Discutieron. Thomas Howard, el hijo mayor de John Howard, señaló a sus espaldas, hacia el barranco ahora oculto en la niebla. Ricardo repitió sus órdenes. Volvieron a protestar, y él despotricó contra ellos. La cólera era la única emoción que osaba permitirse.
Francis tropezó, cayó de rodillas, exhausto, agobiado por el peso de la armadura. Una persona conocida se erguía sobre él, tendiéndole la mano. La asió con gratitud, dejó que Rob lo ayudara a levantarse.
– Tengo la sensación de estar corriendo en el agua -confesó temblando-. Hasta el aire me hace caer.
– Aguarda un minuto. Recobra el aliento.
– ¿Crees que podemos resistir, Rob?
– Dios y Gloucester mediante -masculló Rob. Francis no era el único que había buscado una pausa, un breve respiro. Ricardo estaba rodeado por caballeros de su séquito; pidió agua, se la hizo echar sobre el antebrazo, en el guantelete.
– Tendría que hacerse tratar ese brazo, Rob.
Rob meneó la cabeza, sacudiéndose la transpiración que le quemaba los ojos.
– Se niega a abandonar el campo. Es el único que puede contenerlos. ¡Por Dios, Francis, mira en derredor! Lo único que les impide desbandarse es el maldito barranco que tenemos a nuestras espaldas y el hecho de que él está aquí, ofreciendo su vida con la de ellos.
Un aguador le alcanzó una petaca. Francis la cogió, se enjuagó la boca, escupió.
– ¿Crees que Dickon sabe que su otro escudero también ha muerto?
Rob movió las hombreras en un gesto de indiferencia.
– Te sugeriría que no se lo digas. ¿Ya puedes moverte?
– Si nos empujan hacia el barranco, Rob, nos harán trizas -dijo Francis, sin poder contenerse.
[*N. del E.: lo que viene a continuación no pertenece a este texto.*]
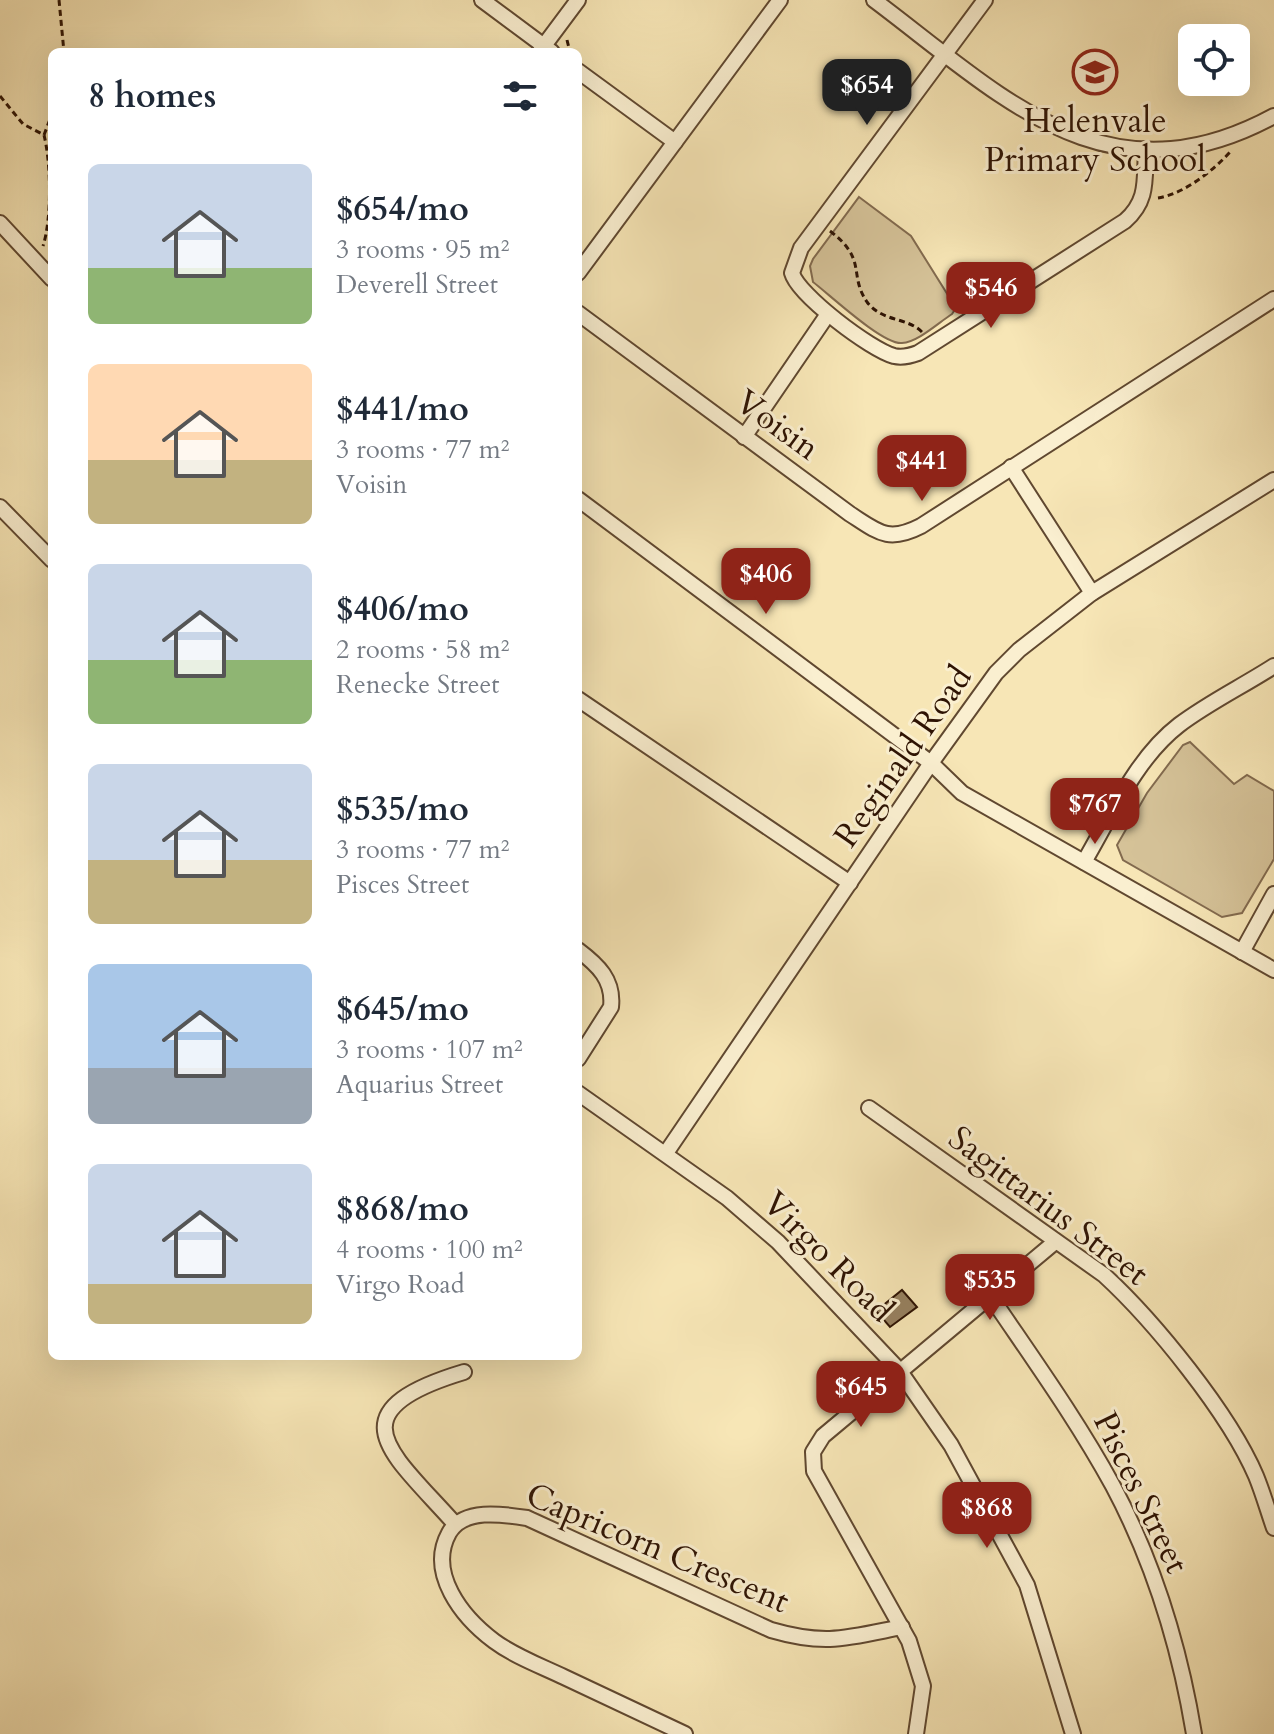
<!DOCTYPE html>
<html lang="en">
<head>
<meta charset="utf-8">
<style>
	:root { --surface:#fff; --page:#f6f6f7; --text:#1f2937; --muted:#747a83; --accent:#8f2418 }
	body { margin:0; font-family:Cardo,serif; background:var(--page); color:var(--text); height:100vh; display:flex; flex-direction:column; font-size:30px; white-space:nowrap }
	* { box-sizing:border-box; margin:0 }
	p { font-size:26px; color:var(--muted) }
	.icon { flex:none; width:44px; height:44px; fill:none; stroke:currentColor; stroke-width:2; stroke-linecap:round; stroke-linejoin:round }
	.map { position:relative; flex:1; overflow:hidden }
	.side { position:absolute; left:48px; top:48px; width:534px; height:1312px; display:flex; flex-direction:column; background:var(--surface); border-radius:12px; box-shadow:0 8px 32px #0002 }
	.side>* { flex:none }
	.controls { position:absolute; left:1178px; top:24px; display:grid; gap:16px }
	.controls a { display:grid; place-items:center; width:72px; height:72px; border-radius:12px; background:var(--surface); box-shadow:0 8px 32px #0002; font-size:40px }
	.price { position:absolute; translate:-50% -68px; padding:0 18px; border-radius:16px; background:var(--accent); color:#fff; font-size:26px; line-height:52px; filter:drop-shadow(0 2px 4px #0008) }
	.price::after { content:''; position:absolute; left:50%; top:48px; width:24px; height:18px; margin-left:-12px; background:inherit; clip-path:polygon(0 0,100% 0,50% 100%) }
	.price.active { background:#222; color:#fff }
	ul { padding:0; list-style:none }
	li { display:flex; align-items:center; gap:24px; height:200px; padding:0 40px }
	li span { display:grid; place-items:center; flex:none; width:224px; height:160px; border-radius:12px; color:#555 }
	li>.icon { margin-inline-start:auto }
	span .icon { width:96px; height:96px; fill:#fffc; stroke-width:1 }
	li b { font-size:34px }
	h2 { display:flex; justify-content:space-between; align-items:center; height:96px; padding:0 40px; font-size:34px }
	.map>svg:first-child { display:block }
</style>
</head>
<body>
<div class="map">
<svg width="1274" height="1734" viewBox="0 0 1274 1734">
	<rect width="100%" height="100%" fill="#f7e6b6"/>
	<filter id="stains"><feTurbulence type="fractalNoise" baseFrequency=".0025" numOctaves="4"/><feColorMatrix values="0 0 0 0 .2 0 0 0 0 .09 0 0 0 0 .02 0 0 0 .5 -.17"/></filter>
	<radialGradient id="worn" r=".72"><stop offset=".6" stop-color="#630" stop-opacity="0"/><stop offset="1" stop-color="#630" stop-opacity=".3"/></radialGradient>
	<g fill="#d5c298" stroke="#826a4e" stroke-width="2">
		<path d="M859,197L911,236L956,308L952,314C938,323 918,342 902,343C883,345 830,295 813,282L810,266L813,259Z"/>
		<path d="M1190,742L1234,784L1247,775L1274,791V859L1242,913L1222,917L1123,860L1117,845L1147,793L1183,745Z"/>
	</g>
	<path fill="#978160" stroke="#2e1303" stroke-width="2" d="M902,1290L917,1307L890,1327L876,1311Z"/>
	<g fill="none" stroke-linecap="round" stroke-linejoin="round">
		<g stroke="#604830" stroke-width="18">
			<g id="minor">
				<path d="M482,0L552,52"/>
				<path d="M874,0C1002,96 1106,207 1274,116"/>
				<path d="M985,0L801,248L792,273C798,295 871,350 894,356C903,358 910,356 918,353L1125,221C1149,200 1144,179 1146,149"/>
				<path d="M540,51L578,0"/>
				<path d="M578,71L675,142"/>
				<path d="M0,223L52,279"/>
				<path d="M578,273L780,0"/>
				<path d="M578,313L850,514C878,532 888,543 921,526L1274,299"/>
				<path d="M744,437L828,314"/>
				<path d="M1011,467L1092,593"/>
				<path d="M578,499L931,763L962,793L1274,970"/>
				<path d="M0,507L52,560"/>
				<path d="M578,699L850,883"/>
				<path d="M1084,862C1111,816 1136,758 1179,725C1208,703 1243,686 1274,666"/>
				<path d="M578,950C598,965 614,980 611,1007L578,1059"/>
				<path d="M1242,952L1274,894"/>
				<path d="M578,1093L727,1198L778,1242L899,1370L951,1445L1027,1585L1073,1734"/>
				<path d="M869,1108L1104,1275C1154,1321 1229,1413 1256,1476C1263,1493 1268,1511 1274,1528"/>
				<path d="M666,1153L931,763L996,673L1019,650L1092,593L1274,480"/>
				<path d="M991,1297C1033,1359 1077,1420 1113,1486C1154,1563 1180,1649 1194,1734"/>
				<path d="M455,1524C392,1453 331,1412 464,1372"/>
				<path d="M685,1734C645,1715 605,1696 564,1677C541,1666 514,1656 494,1641C462,1617 427,1573 449,1533C463,1508 502,1514 527,1518L771,1630C826,1646 847,1638 902,1627"/>
				<path d="M916,1734L923,1686L909,1641L814,1471L813,1452L823,1436L1055,1242"/>
			</g>
		</g>
		<g stroke="#2e1303" stroke-width="3" stroke-dasharray="6 4" stroke-linecap="butt">
			<path d="M59,0L64,52"/>
			<path d="M567,40L570,52"/>
			<path d="M0,96L23,124L44,135C51,163 52,218 43,246"/>
			<path d="M44,135L52,114"/>
			<path d="M1158,198C1184,194 1214,170 1231,151"/>
			<path d="M830,231C868,260 848,274 867,302C882,322 907,317 922,332"/>
		</g>
		<use href="#minor" stroke="#faefd0" stroke-width="14"/>
	</g>
	<defs>
		<g id="school-ring" transform="scale(2.3)"><circle r="9.5" fill="#faefd0" stroke="#8f2418" stroke-width="1.5"/><path d="M0-5L7-2L0 1L-7-2ZM-4 1L0 2.5L4 1V4Q0 6-4 4Z" fill="#8f2418"/></g>
	</defs>
	<g fill-rule="evenodd">
		<use href="#school-ring" x="1095" y="72"/>
	</g>
	<g text-anchor="middle" stroke-width="6" stroke-linejoin="round" paint-order="stroke">
		<g font-size="34" fill="#2e1303" stroke="#faefd0">
			<text x="1095" y="132">Helenvale<tspan x="1095" dy="39">Primary School</tspan></text>
		</g>
		<g font-size="34" fill="#2e1303" stroke="#faefd0">
			<text transform="translate(778 424) rotate(36)" y="12">Voisin</text>
			<text transform="translate(902 756) rotate(-55)" y="12">Reginald Road</text>
			<text transform="translate(1049 1205) rotate(37)" y="12">Sagittarius Street</text>
			<text transform="translate(829 1256) rotate(45)" y="12">Virgo Road</text>
			<text transform="translate(1142 1492) rotate(64)" y="12">Pisces Street</text>
			<text transform="translate(658 1547) rotate(23)" y="12">Capricorn Crescent</text>
		</g>
	</g>
	<rect width="100%" height="100%" filter="url(#stains)"/>
	<rect width="100%" height="100%" fill="url(#worn)"/>
</svg>
<div class="controls">
<a><svg class="icon" aria-label="locate" viewBox="0 0 24 24"><circle cx="12" cy="12" r="6"/><path d="M12 2v4M12 18v4M2 12h4M18 12h4"/></svg></a>
</div>
<b class="price active" style="left:867px;top:127px">$654</b>
<b class="price" style="left:991px;top:330px">$546</b>
<b class="price" style="left:922px;top:503px">$441</b>
<b class="price" style="left:766px;top:616px">$406</b>
<b class="price" style="left:1095px;top:846px">$767</b>
<b class="price" style="left:990px;top:1322px">$535</b>
<b class="price" style="left:861px;top:1429px">$645</b>
<b class="price" style="left:987px;top:1550px">$868</b>
<section class="side">
<h2>8 homes<svg class="icon" aria-label="filters" viewBox="0 0 24 24"><path d="M4 7h16M4 17h16"/><circle cx="9" cy="7" r="2"/><circle cx="15" cy="17" r="2"/></svg></h2>
<ul>
<li><span style="background:linear-gradient(#c9d6e8 65%,#8fb573 0)"><svg class="icon" aria-label="home" viewBox="0 0 24 24"><path d="M3 11l9-7 9 7M6 9v11h12V9"/></svg></span><div><b>$654/mo</b><p>3 rooms · 95 m²</p><p>Deverell Street</p></div></li>
<li><span style="background:linear-gradient(#ffd9b3 60%,#c2b280 0)"><svg class="icon" aria-label="home" viewBox="0 0 24 24"><path d="M3 11l9-7 9 7M6 9v11h12V9"/></svg></span><div><b>$441/mo</b><p>3 rooms · 77 m²</p><p>Voisin</p></div></li>
<li><span style="background:linear-gradient(#c9d6e8 60%,#8fb573 0)"><svg class="icon" aria-label="home" viewBox="0 0 24 24"><path d="M3 11l9-7 9 7M6 9v11h12V9"/></svg></span><div><b>$406/mo</b><p>2 rooms · 58 m²</p><p>Renecke Street</p></div></li>
<li><span style="background:linear-gradient(#c9d6e8 60%,#c2b280 0)"><svg class="icon" aria-label="home" viewBox="0 0 24 24"><path d="M3 11l9-7 9 7M6 9v11h12V9"/></svg></span><div><b>$535/mo</b><p>3 rooms · 77 m²</p><p>Pisces Street</p></div></li>
<li><span style="background:linear-gradient(#a9c7e8 65%,#9aa5b1 0)"><svg class="icon" aria-label="home" viewBox="0 0 24 24"><path d="M3 11l9-7 9 7M6 9v11h12V9"/></svg></span><div><b>$645/mo</b><p>3 rooms · 107 m²</p><p>Aquarius Street</p></div></li>
<li><span style="background:linear-gradient(#c9d6e8 75%,#c2b280 0)"><svg class="icon" aria-label="home" viewBox="0 0 24 24"><path d="M3 11l9-7 9 7M6 9v11h12V9"/></svg></span><div><b>$868/mo</b><p>4 rooms · 100 m²</p><p>Virgo Road</p></div></li>
</ul>
</section>
</div>
</body>
</html>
– Cielos, Francis, ¿crees que Dickon no lo sabe? Pero cuando Oxford regrese al campo, el rey necesitará contar con reservas; de lo contrario Oxford atravesará las líneas de York como un cuchillo caliente en mantequilla. Entonces nos harán trizas a todos, no sólo a la vanguardia sino a cada soldado de York.
Francis se arriesgó a alzar la visera, aspiró unas bocanadas de aire.
– Huele como un matadero… ¡Dios mío! Rob.
Rob se giró, pero no era Ricardo quien había caído, sino Thomas Howard. Un extraño flechazo, un acierto fortuito. Se tambaleó, cayó de bruces. El asta se partió cuando el cuerpo chocó contra el suelo. Un estertor, y se quedó tieso.
Rob y Francis fueron hacia él, pero otros se le adelantaron, formando un cerco protector. Ricardo impartió órdenes, y alzaron al caído para llevarlo a la retaguardia.
Ricardo se giró, vio a Francis a su lado.
– ¡Santo Dios, Francis, cierra la visera!
Era la primera que hablaban desde el comienzo de la batalla, dos horas atrás. Francis pensaba que debían tener algo que decirse, sabiendo que quizá esa oportunidad no volviera a presentarse. Pero si existía esa bendición curativa, palabras inspiradas que pudieran servirles a ambos como talismán, no las encontraba. Sólo pudo barbotar la verdad.